Students secure return of newspaper

Principal lifts suspension of publication following protest, but editors fear struggle is just beginning

OHIO -- It all happened rather quickly. One day the student newspaper was distributed, the next day it was suspended, and six eventful days later, it was returned to the students.

While some might laud the return of the Walnut Hills High School student paper as a victory for the student press, staff members are not so ready to claim success.

Philip Ewing, co-editor of The Chatterbox, called it a "limited victory." Although the principal gave the newspaper back to the students, he also implemented a new set of rules that would give him "a way to censor us," Ewing said.

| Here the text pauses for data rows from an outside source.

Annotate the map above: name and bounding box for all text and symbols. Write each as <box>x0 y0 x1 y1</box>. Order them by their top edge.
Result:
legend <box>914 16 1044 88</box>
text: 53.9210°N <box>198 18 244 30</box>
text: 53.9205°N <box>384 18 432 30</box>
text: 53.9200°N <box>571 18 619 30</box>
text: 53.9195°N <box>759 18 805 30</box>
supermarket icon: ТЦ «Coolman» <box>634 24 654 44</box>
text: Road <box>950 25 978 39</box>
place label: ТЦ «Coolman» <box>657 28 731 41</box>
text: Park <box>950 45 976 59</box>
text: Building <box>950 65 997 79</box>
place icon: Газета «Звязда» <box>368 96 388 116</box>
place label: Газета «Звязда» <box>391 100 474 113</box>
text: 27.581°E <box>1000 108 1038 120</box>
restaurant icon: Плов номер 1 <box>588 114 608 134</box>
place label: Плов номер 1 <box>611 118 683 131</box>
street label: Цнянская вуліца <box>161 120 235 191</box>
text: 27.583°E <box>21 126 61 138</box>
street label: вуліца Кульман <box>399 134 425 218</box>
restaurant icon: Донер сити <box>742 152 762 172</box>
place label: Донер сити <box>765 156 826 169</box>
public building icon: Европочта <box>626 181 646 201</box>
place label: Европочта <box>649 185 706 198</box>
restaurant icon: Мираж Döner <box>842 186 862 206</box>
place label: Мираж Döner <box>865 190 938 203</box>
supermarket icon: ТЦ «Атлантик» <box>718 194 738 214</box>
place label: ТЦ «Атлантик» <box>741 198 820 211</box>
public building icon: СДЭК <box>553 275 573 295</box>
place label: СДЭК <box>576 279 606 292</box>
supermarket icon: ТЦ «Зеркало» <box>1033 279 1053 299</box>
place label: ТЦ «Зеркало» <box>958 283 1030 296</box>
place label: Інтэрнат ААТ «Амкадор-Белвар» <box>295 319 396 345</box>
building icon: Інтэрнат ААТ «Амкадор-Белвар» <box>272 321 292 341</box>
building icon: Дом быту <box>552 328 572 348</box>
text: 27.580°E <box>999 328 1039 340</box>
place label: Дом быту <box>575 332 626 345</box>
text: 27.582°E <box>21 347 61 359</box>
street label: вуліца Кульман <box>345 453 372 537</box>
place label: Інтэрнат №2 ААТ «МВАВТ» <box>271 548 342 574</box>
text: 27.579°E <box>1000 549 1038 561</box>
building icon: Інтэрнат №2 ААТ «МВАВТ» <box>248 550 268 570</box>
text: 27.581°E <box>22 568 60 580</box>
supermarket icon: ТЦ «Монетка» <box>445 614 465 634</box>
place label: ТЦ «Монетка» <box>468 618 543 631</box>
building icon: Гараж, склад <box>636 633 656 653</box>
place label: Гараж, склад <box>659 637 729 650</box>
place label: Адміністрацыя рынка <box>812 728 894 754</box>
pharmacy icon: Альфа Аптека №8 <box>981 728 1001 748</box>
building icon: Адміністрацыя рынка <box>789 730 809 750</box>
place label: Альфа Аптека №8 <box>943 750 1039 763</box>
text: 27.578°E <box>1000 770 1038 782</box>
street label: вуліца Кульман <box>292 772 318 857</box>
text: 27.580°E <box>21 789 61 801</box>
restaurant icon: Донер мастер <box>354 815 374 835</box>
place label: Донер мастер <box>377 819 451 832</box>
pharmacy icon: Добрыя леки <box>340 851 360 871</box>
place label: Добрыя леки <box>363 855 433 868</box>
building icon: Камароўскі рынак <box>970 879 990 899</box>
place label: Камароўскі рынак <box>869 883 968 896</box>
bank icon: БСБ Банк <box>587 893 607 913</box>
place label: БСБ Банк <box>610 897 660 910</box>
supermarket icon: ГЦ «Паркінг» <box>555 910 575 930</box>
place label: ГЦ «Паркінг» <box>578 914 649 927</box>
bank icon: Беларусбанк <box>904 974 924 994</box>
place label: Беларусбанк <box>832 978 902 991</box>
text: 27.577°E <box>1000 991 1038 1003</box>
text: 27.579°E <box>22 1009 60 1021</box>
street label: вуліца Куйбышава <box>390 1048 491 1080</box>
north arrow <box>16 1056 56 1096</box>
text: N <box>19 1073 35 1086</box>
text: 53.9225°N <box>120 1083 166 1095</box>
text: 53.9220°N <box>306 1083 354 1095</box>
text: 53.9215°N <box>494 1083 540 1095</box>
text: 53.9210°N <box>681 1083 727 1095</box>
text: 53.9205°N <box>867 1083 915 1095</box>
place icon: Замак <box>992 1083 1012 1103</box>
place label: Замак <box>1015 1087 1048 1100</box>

The struggle started in March when Walnut Hills principal Marvin O. Koenig suspended the student newspaper because of a column and a cartoon featured on the humor page in the March 15 issue that poked fun at the assistant principal.

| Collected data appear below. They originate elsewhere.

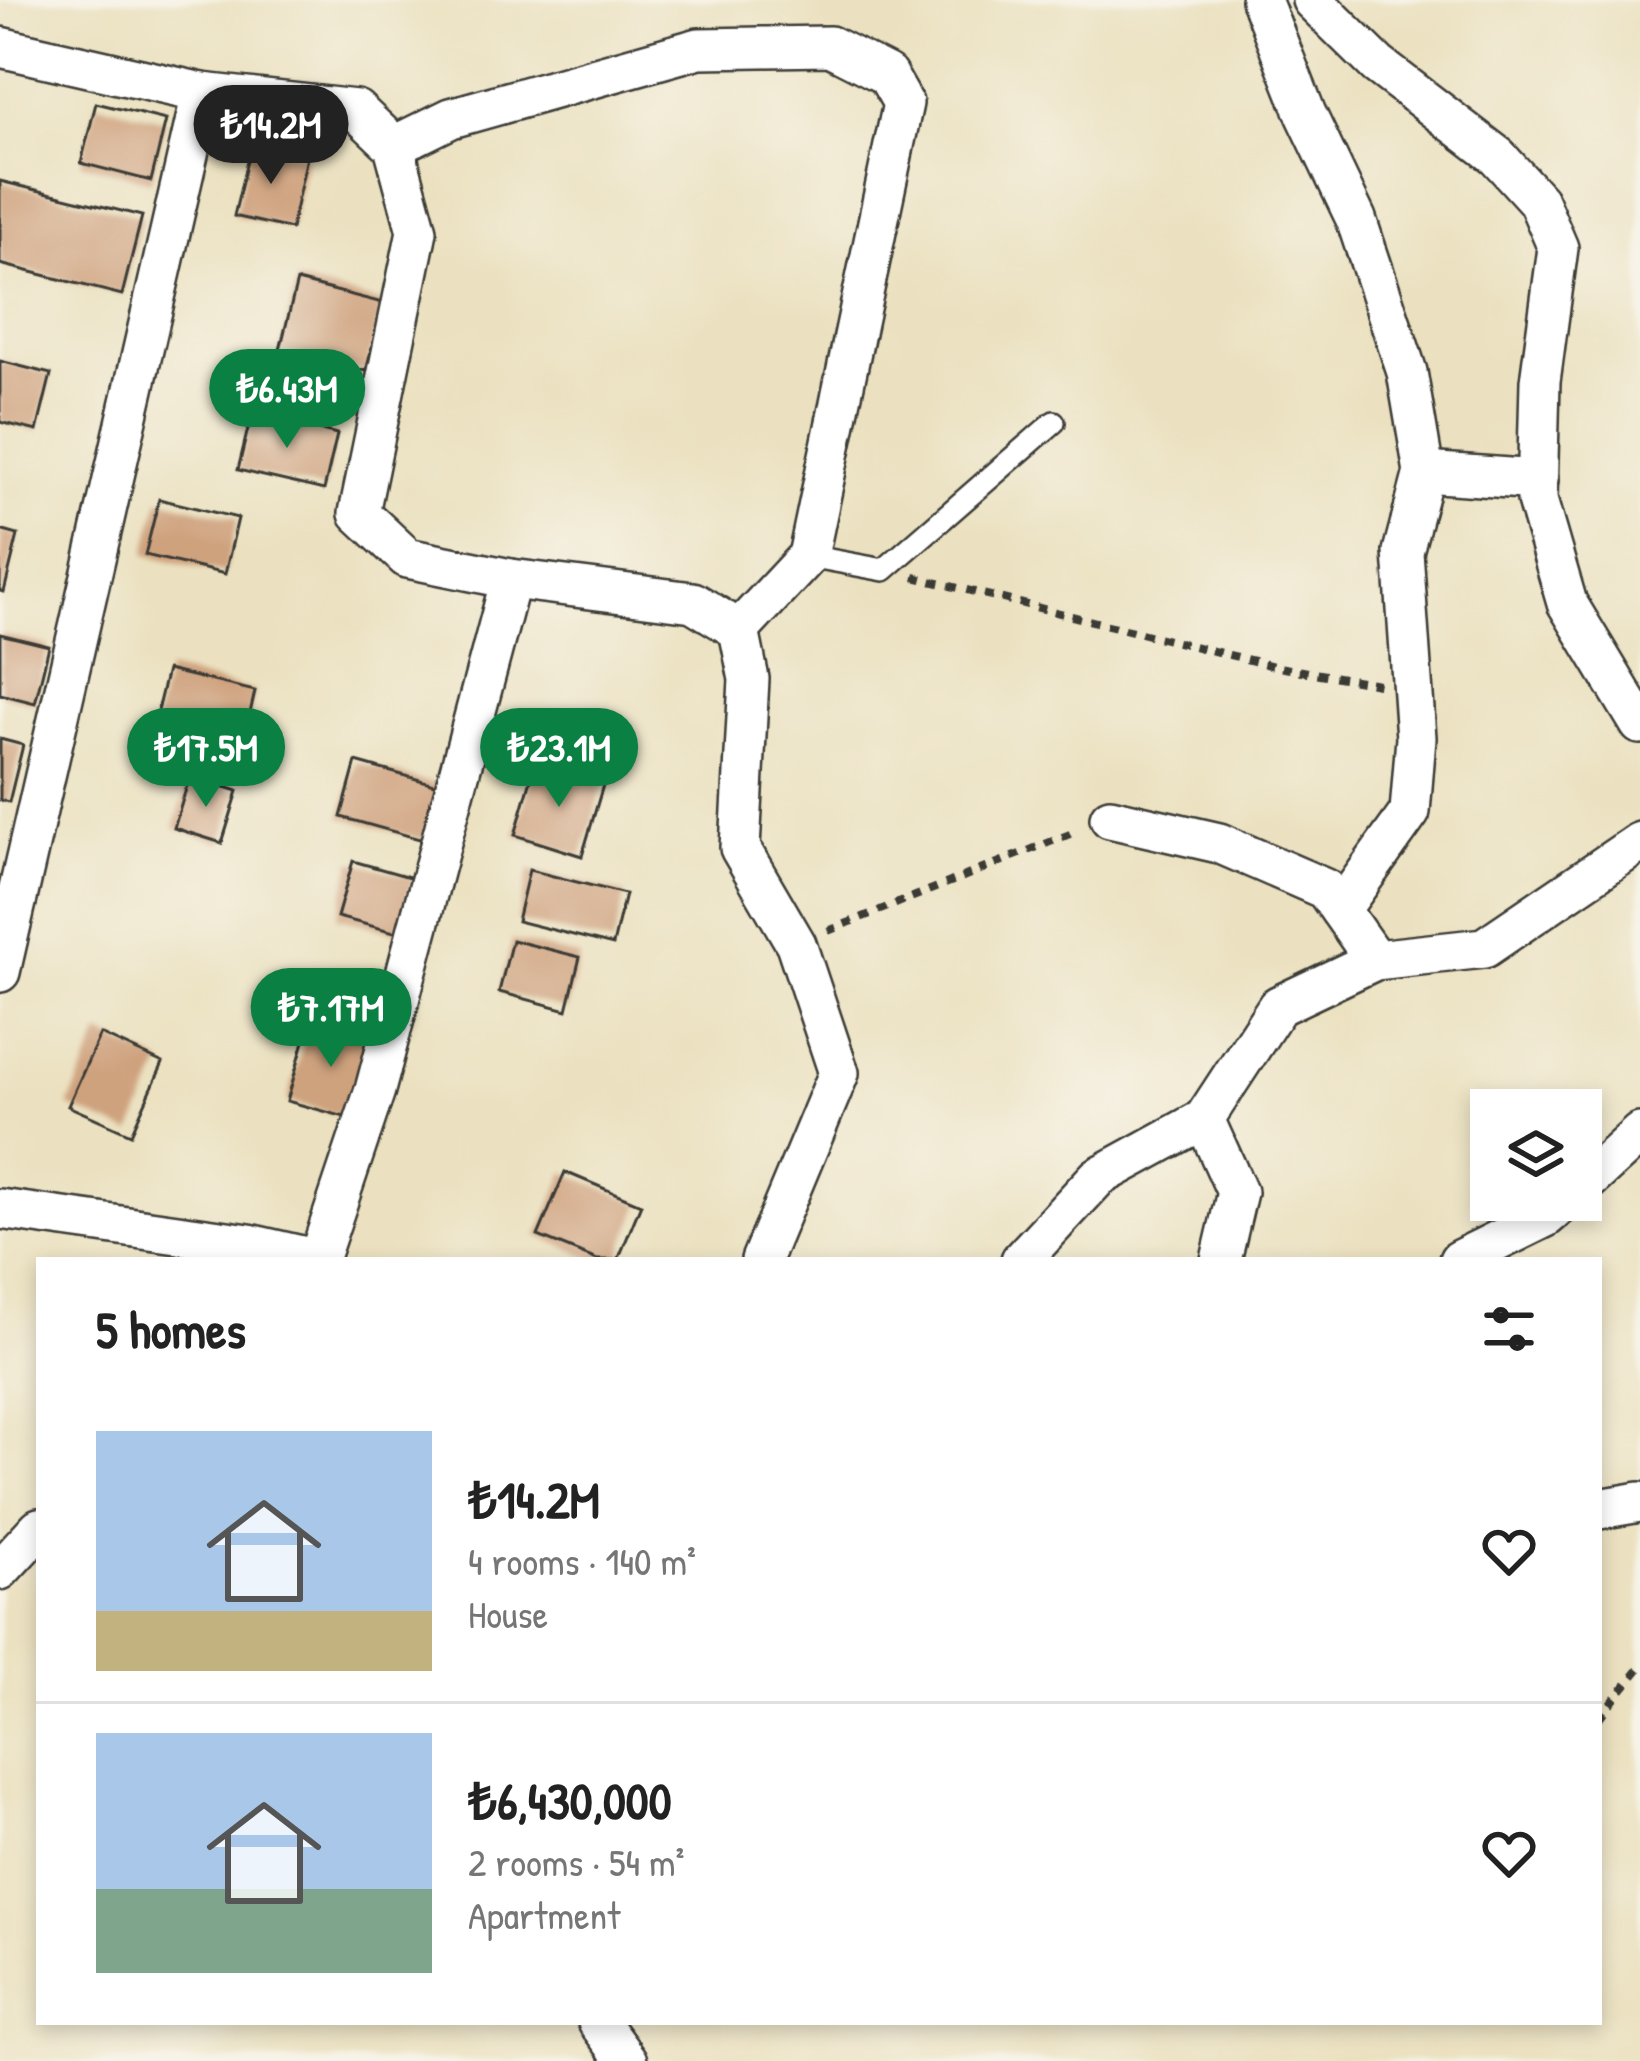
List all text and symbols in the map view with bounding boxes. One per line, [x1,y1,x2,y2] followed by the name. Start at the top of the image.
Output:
[173,85,369,187] pin: ₺14.2M
[221,97,321,150] text: ₺14.2M
[189,349,385,451] pin: ₺6.43M
[236,361,338,414] text: ₺6.43M
[108,708,304,810] pin: ₺17.5M
[461,708,657,810] pin: ₺23.1M
[154,720,258,773] text: ₺17.5M
[507,720,611,773] text: ₺23.1M
[233,968,429,1070] pin: ₺7.17M
[278,980,384,1033] text: ₺7.17M
[1470,1089,1602,1221] map controls
[1470,1089,1602,1221] button: layers
[96,1295,246,1364] text: 5 homes
[1476,1296,1542,1362] icon: filters
[468,1465,600,1534] text: ₺14.2M
[192,1479,336,1623] icon: home
[1476,1518,1542,1584] icon: heart
[468,1534,696,1587] text: 4 rooms · 140 m²
[468,1587,548,1640] text: House
[468,1766,672,1835] text: ₺6,430,000
[192,1781,336,1925] icon: home
[1476,1820,1542,1886] icon: heart
[468,1835,685,1888] text: 2 rooms · 54 m²
[468,1888,621,1941] text: Apartment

The column, written by humor page editor Sean Krebs, criticized school administrators for holding Saturday school, a form of detention for skipping class that requires students to report to school on Saturdays. The cartoon showed assistant principal Gerald Houghton, depicted as the "Two-Face" character from Batman, handing out a detention slip.

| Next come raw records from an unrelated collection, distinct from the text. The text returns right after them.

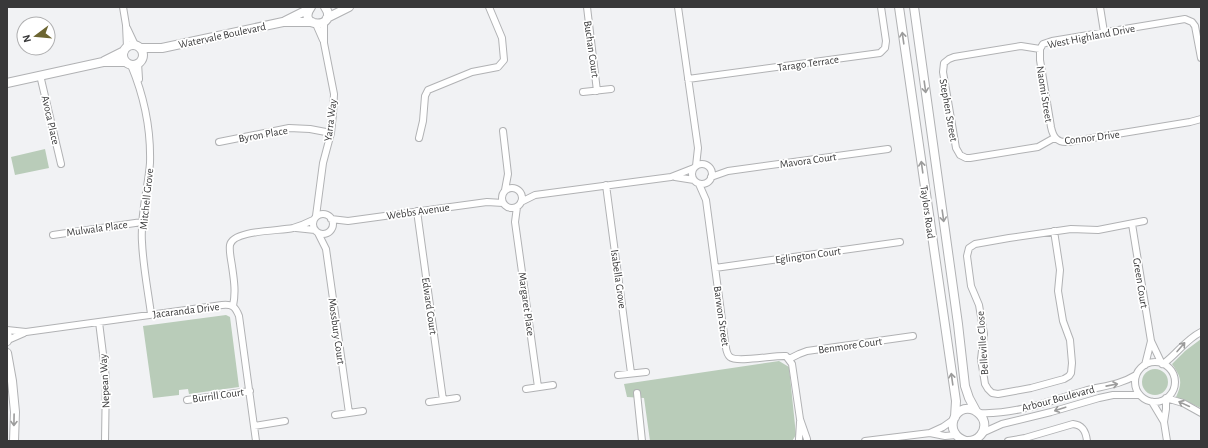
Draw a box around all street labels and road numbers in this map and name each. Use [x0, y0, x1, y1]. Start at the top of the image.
street label: Buchan Court [582, 20, 601, 79]
street label: Watervale Boulevard [177, 21, 267, 50]
street label: West Highland Drive [1046, 23, 1136, 50]
street label: Tarago Terrace [777, 54, 839, 73]
street label: Naomi Street [1035, 65, 1054, 123]
street label: Stephen Street [938, 78, 960, 143]
street label: Avoca Place [40, 95, 61, 146]
street label: Yarra Way [322, 98, 339, 142]
street label: Byron Place [238, 125, 289, 144]
street label: Connor Drive [1064, 129, 1120, 146]
street label: Mavora Court [779, 151, 838, 170]
street label: Mitchell Grove [138, 168, 155, 230]
street label: Taylors Road [918, 185, 937, 240]
street label: Webbs Avenue [386, 202, 450, 221]
street label: Mulwala Place [66, 219, 128, 238]
street label: Eglington Court [775, 245, 842, 266]
street label: Isabella Grove [609, 249, 628, 309]
street label: Green Court [1131, 257, 1150, 310]
street label: Margaret Place [517, 272, 536, 337]
street label: Edward Court [420, 277, 439, 336]
street label: Barwon Street [712, 285, 731, 347]
street label: Mossbury Court [326, 297, 347, 365]
street label: Jacaranda Drive [152, 301, 220, 320]
street label: Belleville Close [975, 311, 990, 375]
street label: Benmore Court [817, 335, 883, 355]
street label: Nepean Way [98, 353, 111, 408]
street label: Arbour Boulevard [1020, 383, 1096, 414]
street label: Burrill Court [192, 386, 245, 405]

The day after distributing the newspaper, Koenig sent a memo to the newspaper staff saying he was suspending all publication of The Chatterbox "until a future time when my confidence may be restored in the judgment of the Chatterbox's student leadership."

Following the suspension, staff members met with Koenig, who explained his reasons for suspending the newspaper. Days later, what started off as an issue between the principal and the staff became an issue for the entire student body.

A week after the March 15 issue was distributed, an estimated 125 students at Walnut Hills staged a walkout. According to co-editor Diana Claybon, students gathered outside the school holding signs demanding free-speech rights and the return of The Chatterbox. One student climbed a tree and refused to come down until the suspension of the newspaper was lifted, Claybon said.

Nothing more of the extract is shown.